Zum Motiv des wunderbaren Vorherwissens Jesu vgl. Mt 26,1f. Die Handlungsinitiative des Gottessohnes wird in Joh 13,3 betont: Er ist Herr des Leidensgeschehens, das er freiwillig auf sich nimmt. Narrativ wird das in Joh 18,5 umgesetzt: Jesus selbst gibt den Anstoß dazu, daß man ihn verhaften kann.
Die Handlung Jesu erhält in V. 6-11 und V. 12-17 zwei verschiedene Deutungen: 1 V. 6-11 steht die Waschung symbolisch für die Reinheit dessen, der durch die Teilhabe (V. 8) an dem in Jesu Tod beschlossenen Heil „rein“, d.h. der Gemeinschaft mit Gott würdig ist; Joh 13,12-17 deutet die Fußwaschung als in dem Bekenntnis zu Jesus („Lehrer, Herr“) impliziertes verpflichtendes Beispiel für die Jünger.
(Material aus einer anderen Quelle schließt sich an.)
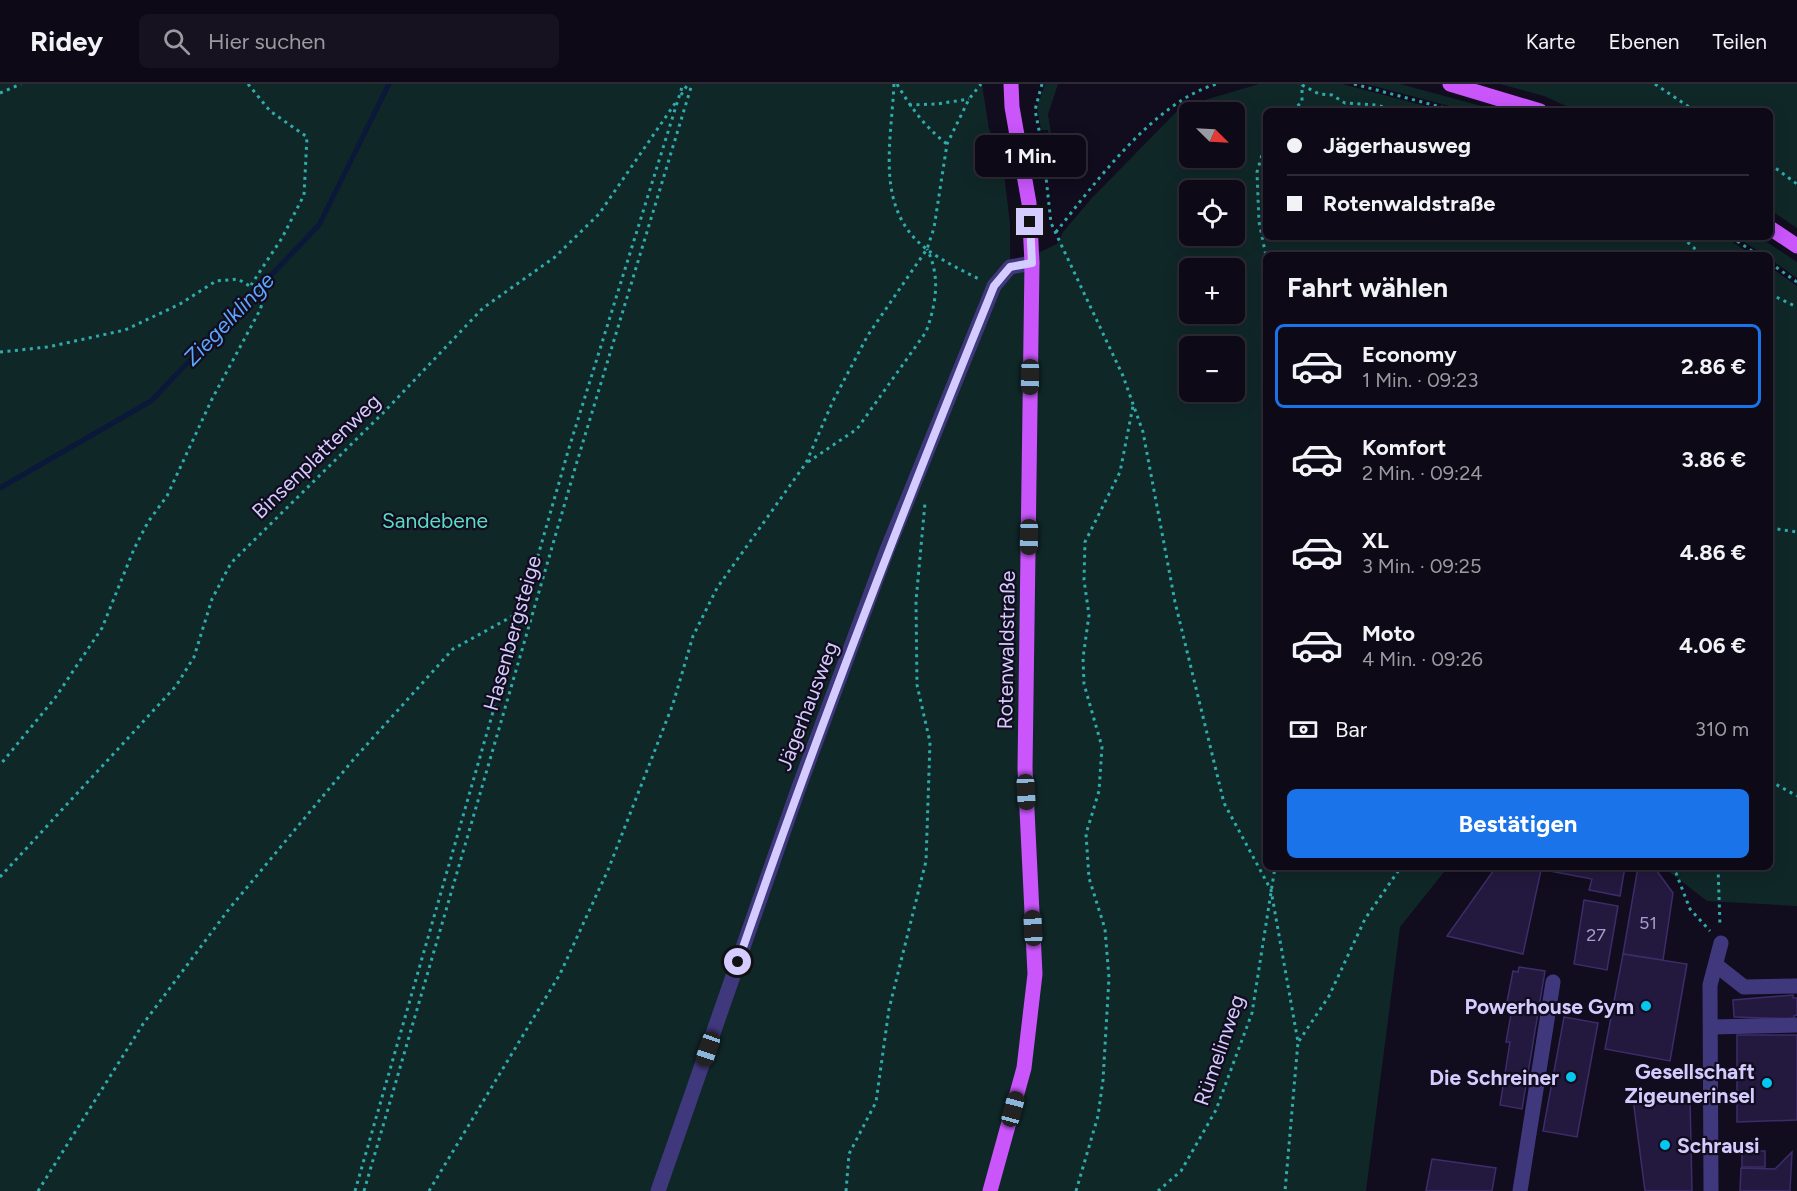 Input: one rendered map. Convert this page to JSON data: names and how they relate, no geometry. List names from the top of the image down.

In Joh 13,18-20 werden die Handlungsweise des Judas und das geforderte Aufnehmen der von Jesus gesandten Boten einander gegenübergestellt, die Handlungsweise des Judas damit zum Sinnbild auch gegenwärtig erfahrbaren Fehlverhaltens. Nach Joh 13,19 wird sich Jesu Vorherwissen bestätigen, und das soll die Jünger in ihrem Glauben an ihm bestätigen.

13,21-30 Ankündigung des Verräters
Die nach synoptischer Tradition vor dem letzten Mahl Jesu mit seinen Jüngern getroffene, im Johannesevangelium gar nicht im einzelnen berichtete Absprache des Judas mit den Hohenpriestern folgt im Johannesevangelium der ankündigenden Aufdeckung des Geschehens durch Jesus (Joh 13,30). Zeitlich parallel liegen die Vorbereitung dessen, was man Jesus antun wird, und Jesu Verkündigung dessen, was er für die Seinen tun wird (Joh 13,31-14,31), ebenso das ‘Kommen’ des Fürsten dieser Welt (äußerlich ist wohl Judas Ischarioth gemeint; Joh 14,30f. will aber auch auf symbolischer Ebene das „Kommen“ der Bedrängnis für die nachösterliche Gemeinde besagen) und die Belehrung über das notwendige „Bleiben“ der Jünger. - Die Jünger sind (trotz V. 21-23!) ahnungslos über das Vorhaben des Judas, sie begreifen noch nicht, daß jetzt die Passion und damit ihre Situation der Trennung von Jesus beginnt (vgl. Joh 13,33.36). - Nicht Petrus, sondern der Lieblingsjünger als der wahre Hermeneut Jesu erfährt, wer Jesus ausliefern wird. Umstritten ist, ob der „Lieblingsjünger“ eine konkrete Person aus der Geschichte der johanneischen Gemeinde oder eine Symbolfigur darstellen soll.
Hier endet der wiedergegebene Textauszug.